Information provided –
BEGIN

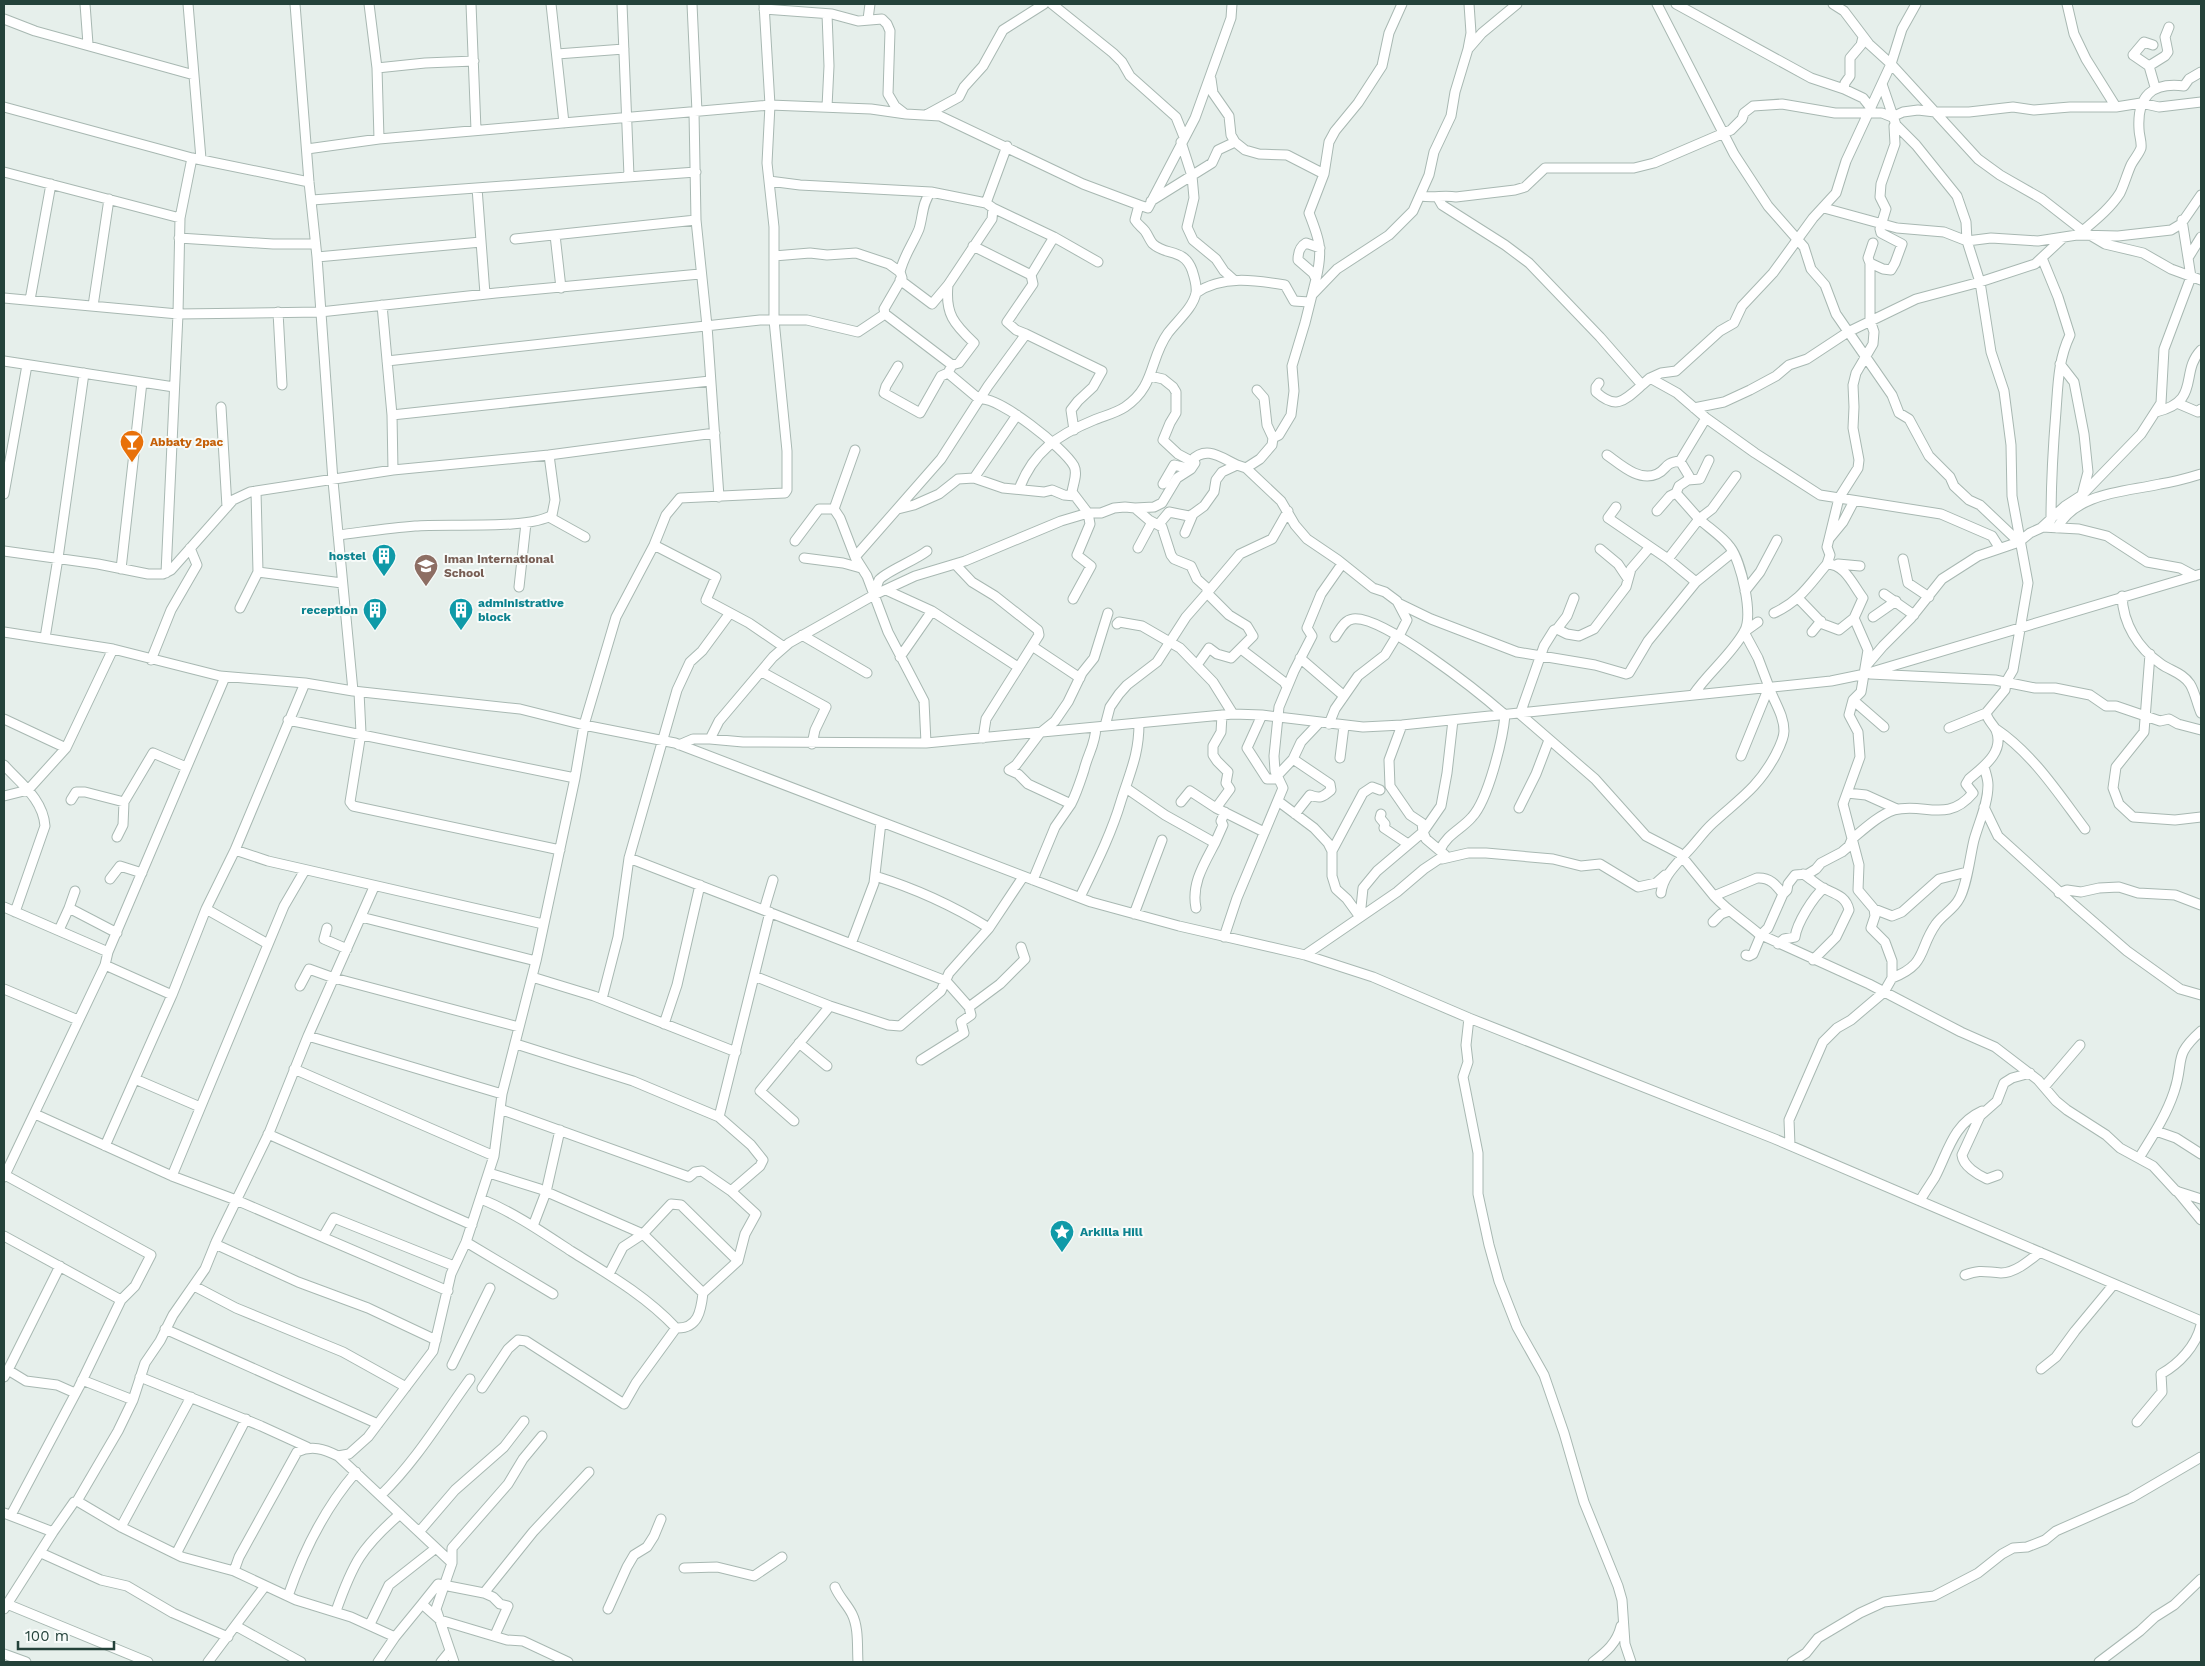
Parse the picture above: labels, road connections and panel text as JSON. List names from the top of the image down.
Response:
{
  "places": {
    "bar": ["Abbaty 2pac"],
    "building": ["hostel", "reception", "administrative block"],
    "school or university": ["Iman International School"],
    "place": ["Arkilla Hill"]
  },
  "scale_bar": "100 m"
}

END

Exercise objective –
Would you write out the data exactly, with no pictures in the copy?

Solution for this exercise –
Parse the picture above: labels, road connections and panel text as JSON. List names from the top of the image down.
Response:
{
  "places": {
    "bar": ["Abbaty 2pac"],
    "building": ["hostel", "reception", "administrative block"],
    "school or university": ["Iman International School"],
    "place": ["Arkilla Hill"]
  },
  "scale_bar": "100 m"
}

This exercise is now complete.